Temper wise, I was bullied severely when I was a child, had no self esteem so throwing your fists around was survival. And I become a master; between fight or flight it's always fight because there was just nowhere to run to. Rouse me up today and I still occasionally hyperventilate and have violent fantasies.

Outside of conflict, if I like a girl I like her too much. If I'm happy, I'm ecstatic. If I'm hurt ... yeah, you get the idea. With everything that I said I am not thin skinned. And, if we're talking things through, we're talking things through. And, if someone starts with the personal attacks they essentially become a nobody in my book. Also, if you take advantage of me and my friends and get to the point where I hate you, I will hate you forever. Otherwise I'll just cut you out of my life and have nothing to do with you. If you matter and are someone I care for, or even respect, I will reason with you as best as I can.

Just watch the clip, I'm capable of being both Hyde and Jackie. 

edit: I do remember getting into conflicts with a friend of mine in which I considered her to be remarkably selfish, and consider other people's feelings as well as her own. I felt aggravated with her behaviour yet I somehow kept my cool with her only to bitch about it to one of my best friends. She is IxFP, I believe her to be a sensor. My male friend is ENFP, essentially confirmed because he's the one who got me into MBTI.


----------



## kitsu (Feb 13, 2013)

MegaTuxRacer said:


> I understand the sentiment of "I understand it and if you just trust me, I can show you why I am right about this" since it's a hallmark of Ji in general. I just also understand the necessity of articulating the point I want to make because it's very possible for it to fall apart when tested against reality.


I'm not sure I fully understood what you meant by this. Could you elaborate? Or give an example?

@The Experiment, I'd be happy to check out a "type me" thread if you've made one, but that didn't quite answer the topic at hand


----------



## MegaTuxRacer (Sep 7, 2011)

Hurricane said:


> I'm not sure I fully understood what you meant by this. Could you elaborate? Or give an example?


Fi users report having a moral compass. Ti is similar because it guides based on personal understanding. It isn't necessarily something that is easily articulated, but it's there. Generally, if a Ti dom/aux speaks about something, he or she is barely scratching the surface of his or her own understanding. It's very, very difficult to get it all out.


----------



## Doc Dangerstein (Mar 8, 2013)

Sure, let me try once more but speak more from the observation of my two friends. I am certain she's Fi dominant; I understand the functions well and I've seen her erupt in Te harshness and judge in accordance to her emotions. When she's angry, upset or depressed I did notice her values are set in stone. She doesn't always understand why she feels a certain way about something; she's also a remarkably stubborn woman who takes everything personally. I'm not saying she's fickle because I promise you that she is not.
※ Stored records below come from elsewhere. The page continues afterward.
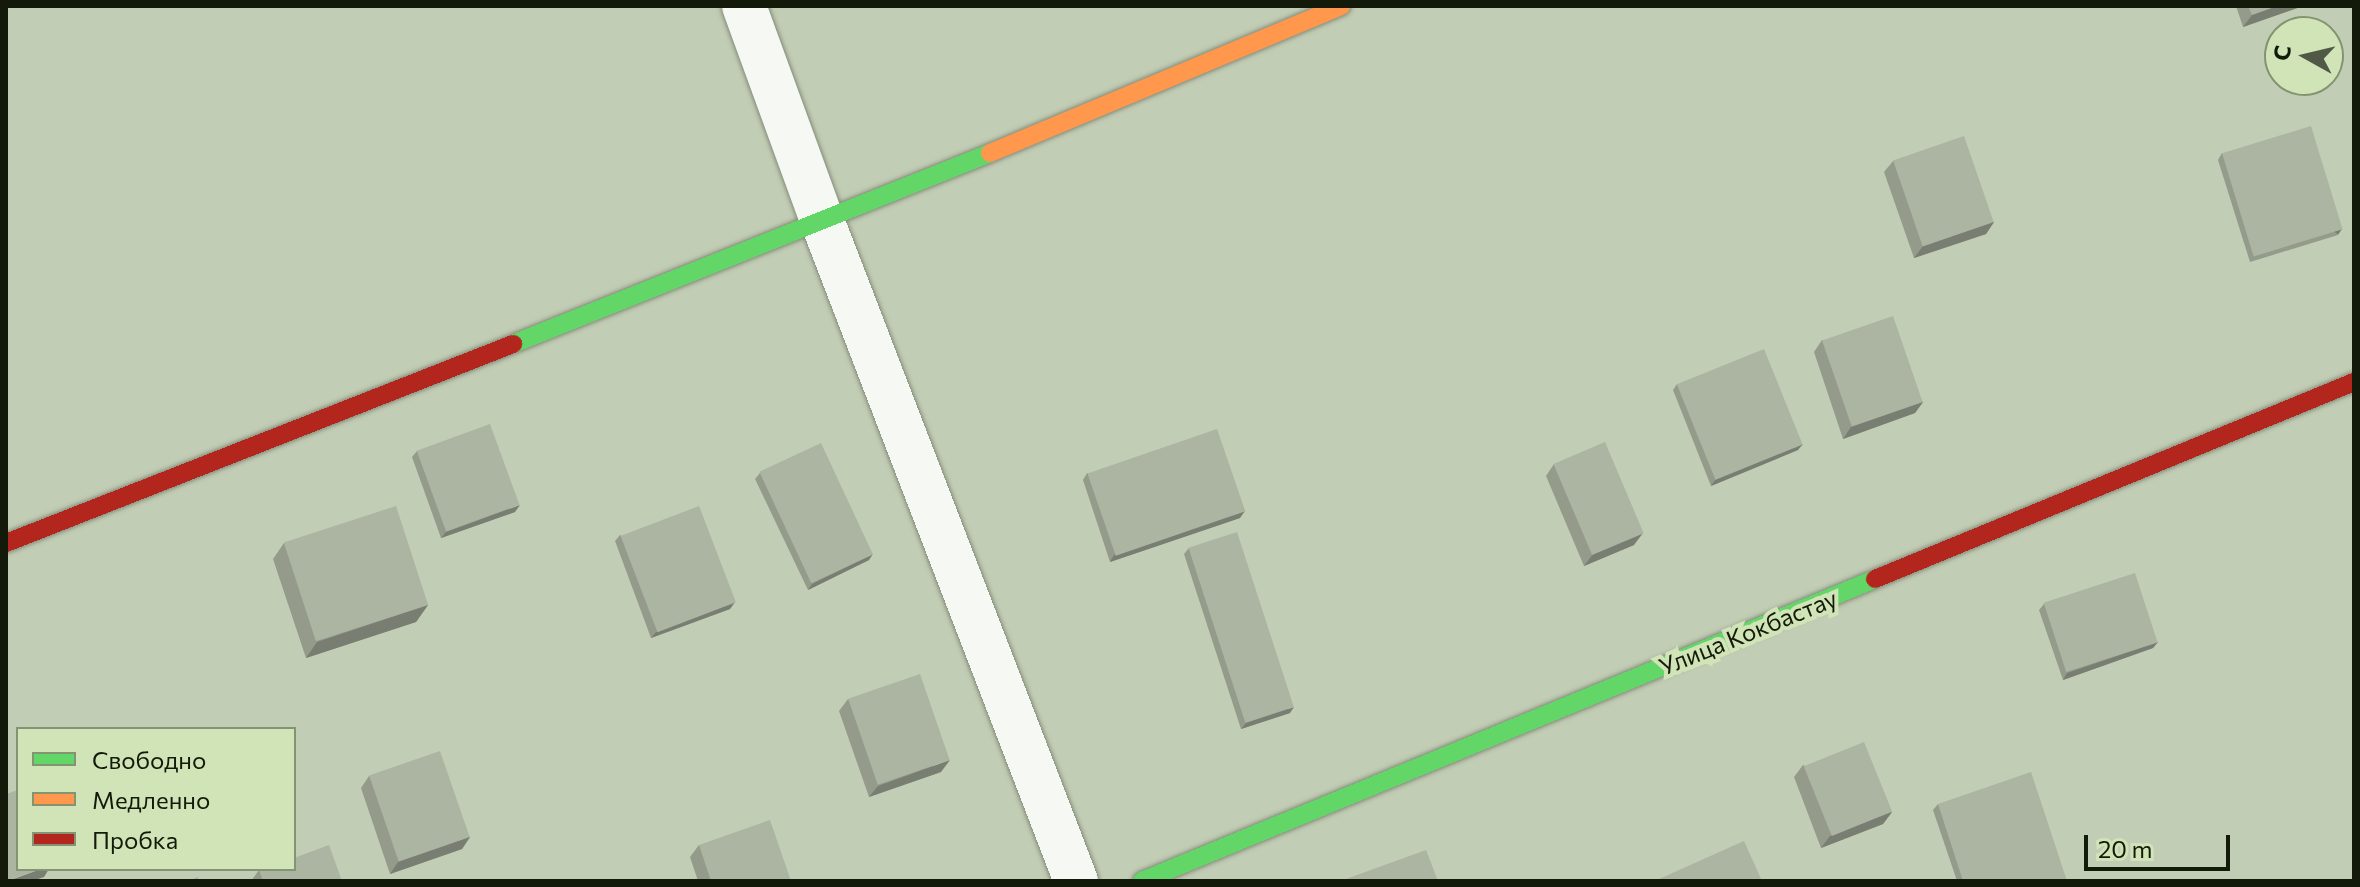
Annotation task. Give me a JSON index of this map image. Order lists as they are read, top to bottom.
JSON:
{
  "streets": {
    "street": ["Улица Кокбастау"]
  },
  "legend": ["Свободно", "Медленно", "Пробка"],
  "scale_bar": "20 m",
  "north": "left"
}
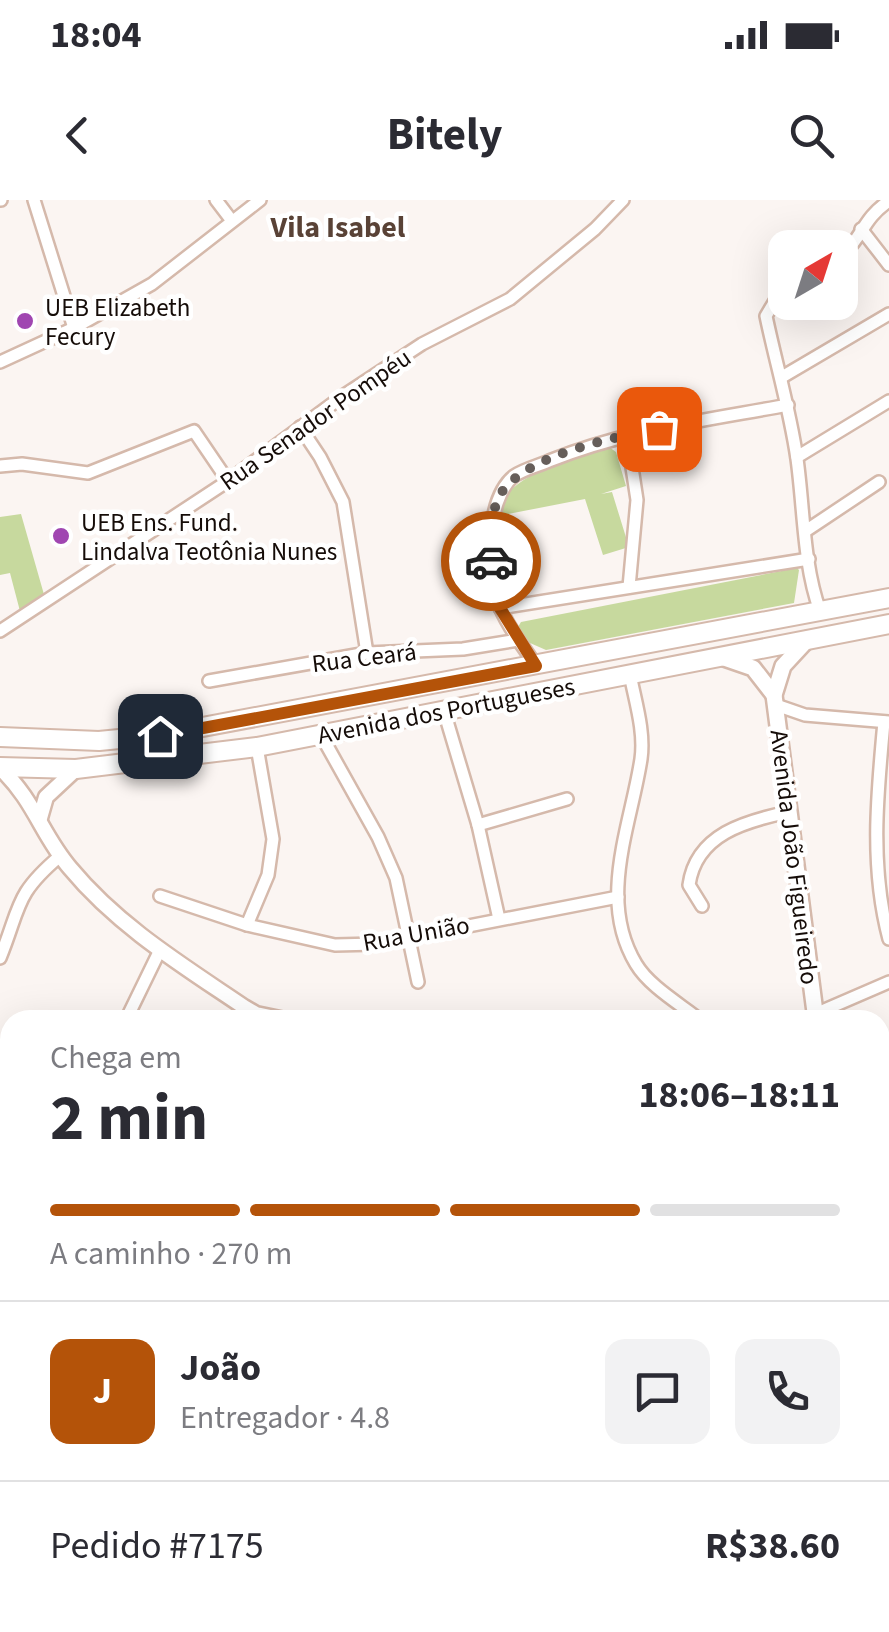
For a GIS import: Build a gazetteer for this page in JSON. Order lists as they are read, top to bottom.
{
  "streets": {
    "highway": ["Avenida dos Portugueses"],
    "main road": ["Avenida João Figueiredo"],
    "street": ["Rua Senador Pompéu", "Rua Ceará", "Rua União"]
  },
  "crossings": [
    ["Avenida dos Portugueses", "Avenida João Figueiredo"]
  ],
  "districts": ["Vila Isabel"],
  "places": ["UEB Elizabeth Fecury", "UEB Ens. Fund. Lindalva Teotônia Nunes"],
  "north": "top right",
  "page": {
    "status": "18:04",
    "header": "Bitely",
    "heading": ["2 min", "Chega em", "18:06–18:11"],
    "panel": [
      "João",
      "Entregador · 4.8",
      "Pedido #7175",
      "R$38.60"
    ],
    "bar": "A caminho · 270 m",
    "round": "J"
  }
}
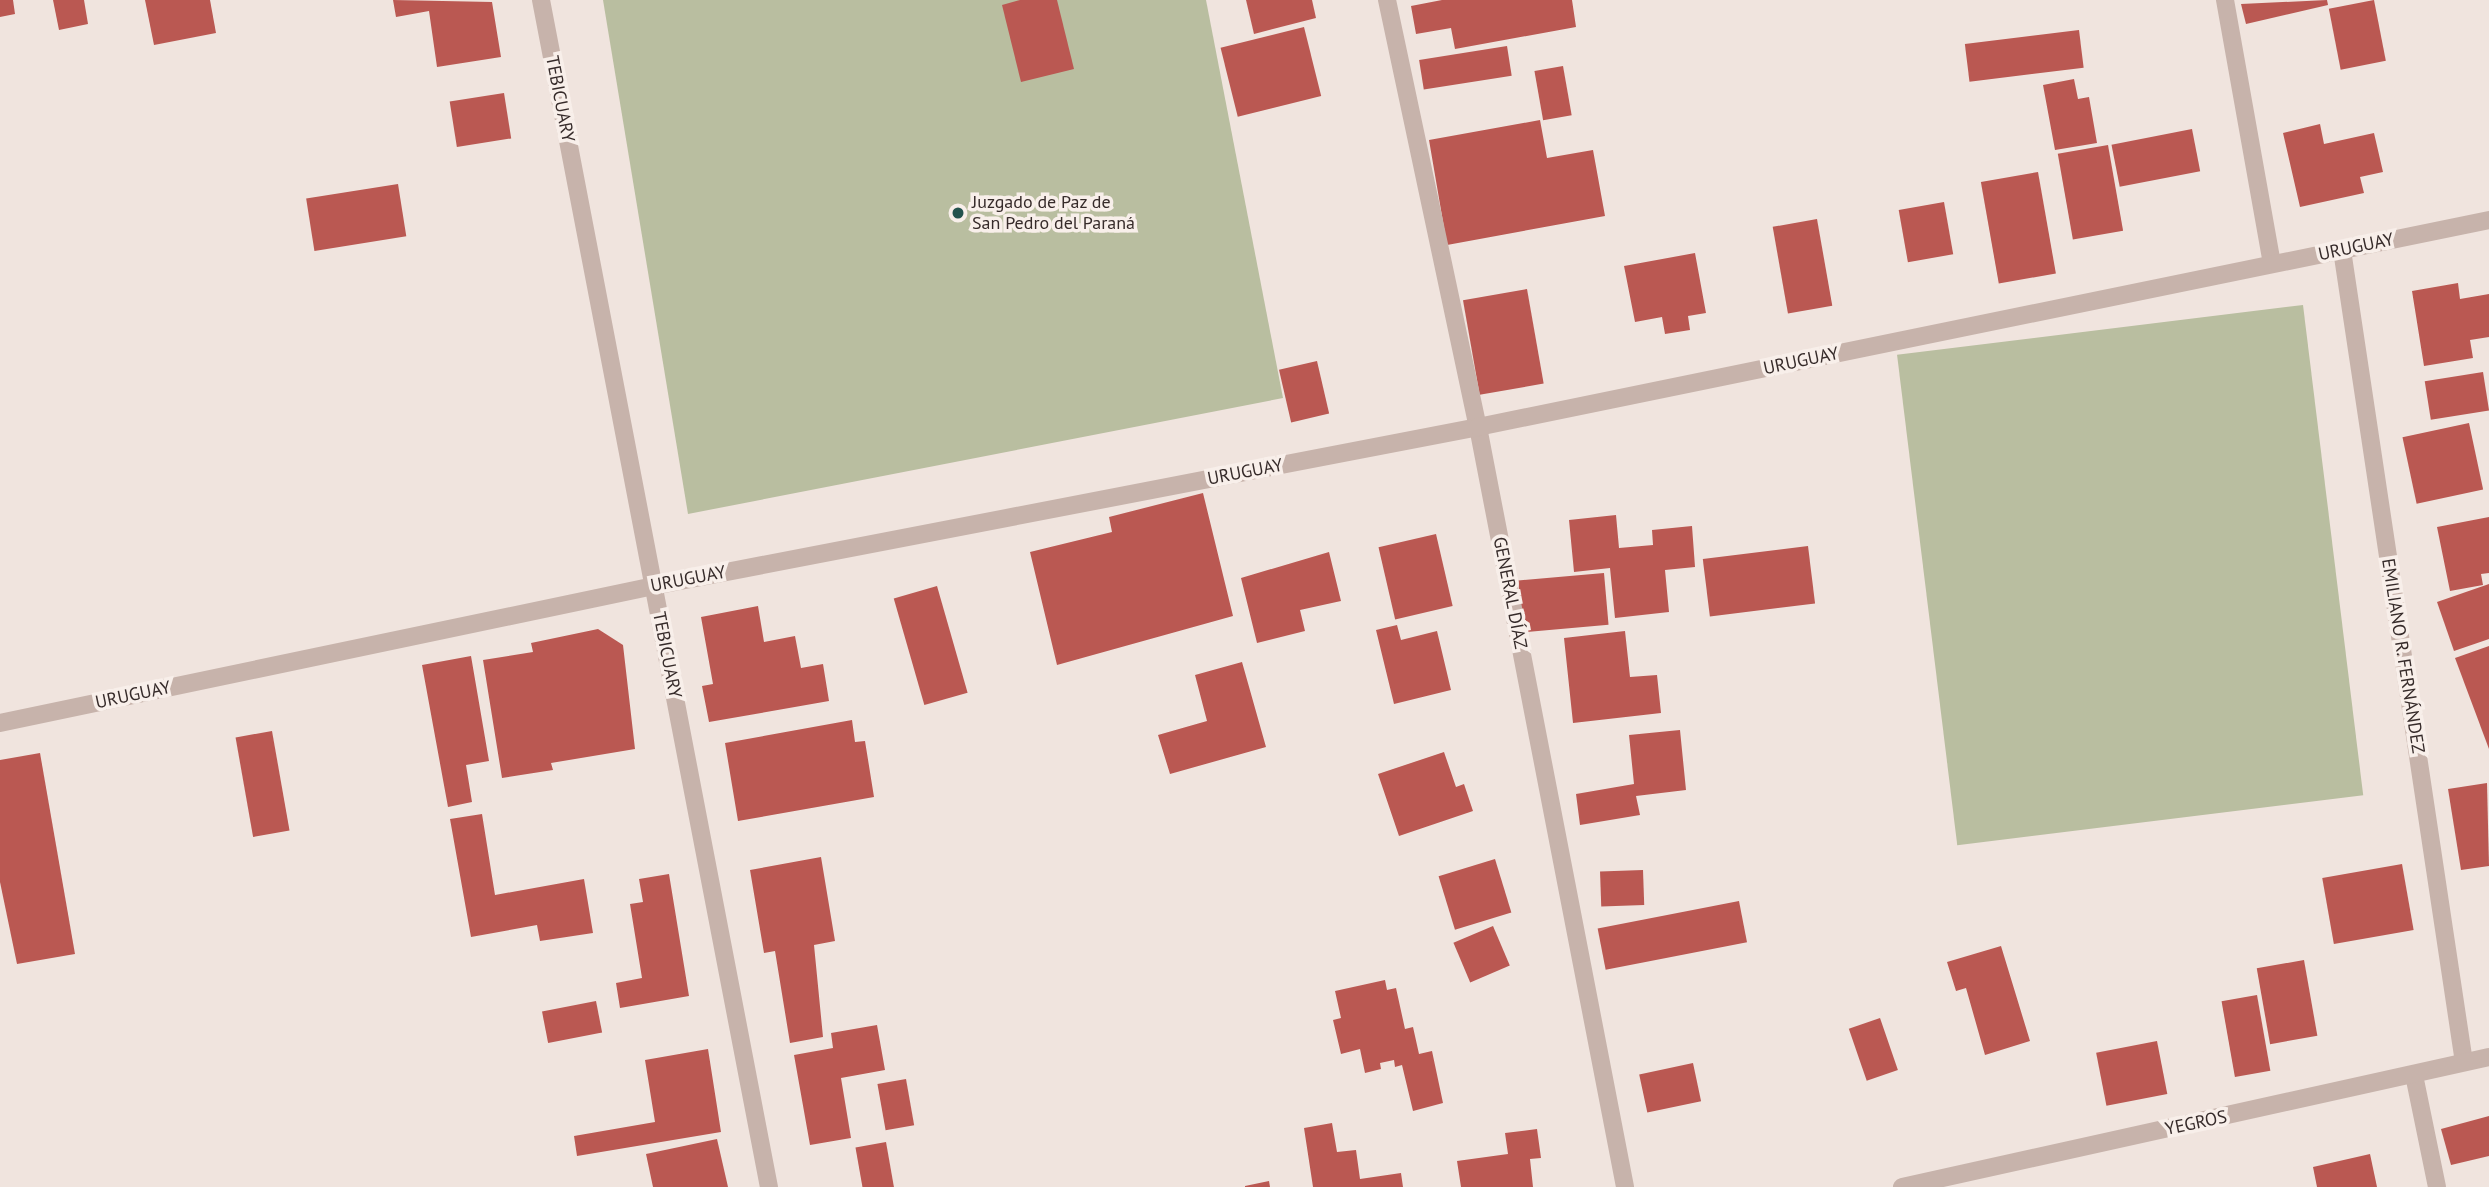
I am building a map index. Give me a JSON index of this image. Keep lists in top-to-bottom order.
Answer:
{
  "streets": {
    "street": [
      "TEBICUARY",
      "URUGUAY",
      "GENERAL DÍAZ",
      "EMILIANO R. FERNÁNDEZ",
      "YEGROS"
    ]
  },
  "crossings": [
    ["TEBICUARY", "URUGUAY"],
    ["URUGUAY", "GENERAL DÍAZ"],
    ["URUGUAY", "EMILIANO R. FERNÁNDEZ"],
    ["EMILIANO R. FERNÁNDEZ", "YEGROS"]
  ],
  "places": ["Juzgado de Paz de San Pedro del Paraná"]
}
I've read posts where Fi dominants speak of vulnerabilities and I found this to be true of my friend. She's very protective of her identity, it took many fights for her to understand my analysis is not a criticism of her person but of the situation. There were times where I had to use every ounce of diplomacy, logic and reasoning to show her why my conviction is correct. Furthermore, I save my intellectual arguments for other friends albeit she is certainly one of the most intelligent people I know. At this stage in the relationship, whenever I intervene she understands it's out of genuine concern and not because I wish to exert power.

In everyday conversations; we often speak of other people. She speaks of her co-workers, her boyfriend and other relationships. She's quite passionate about teaching, yet she prefers to teach in smaller groups and in less structured environments. She's also a naturalist, very concerned with humanity's relationship with the environment; she also reacts with genuine sadness when all living things, people included, are mistreated by others. I on the other hand, look for connections between everything and extrude every conceivable interpretation at I can conjure up at the time. 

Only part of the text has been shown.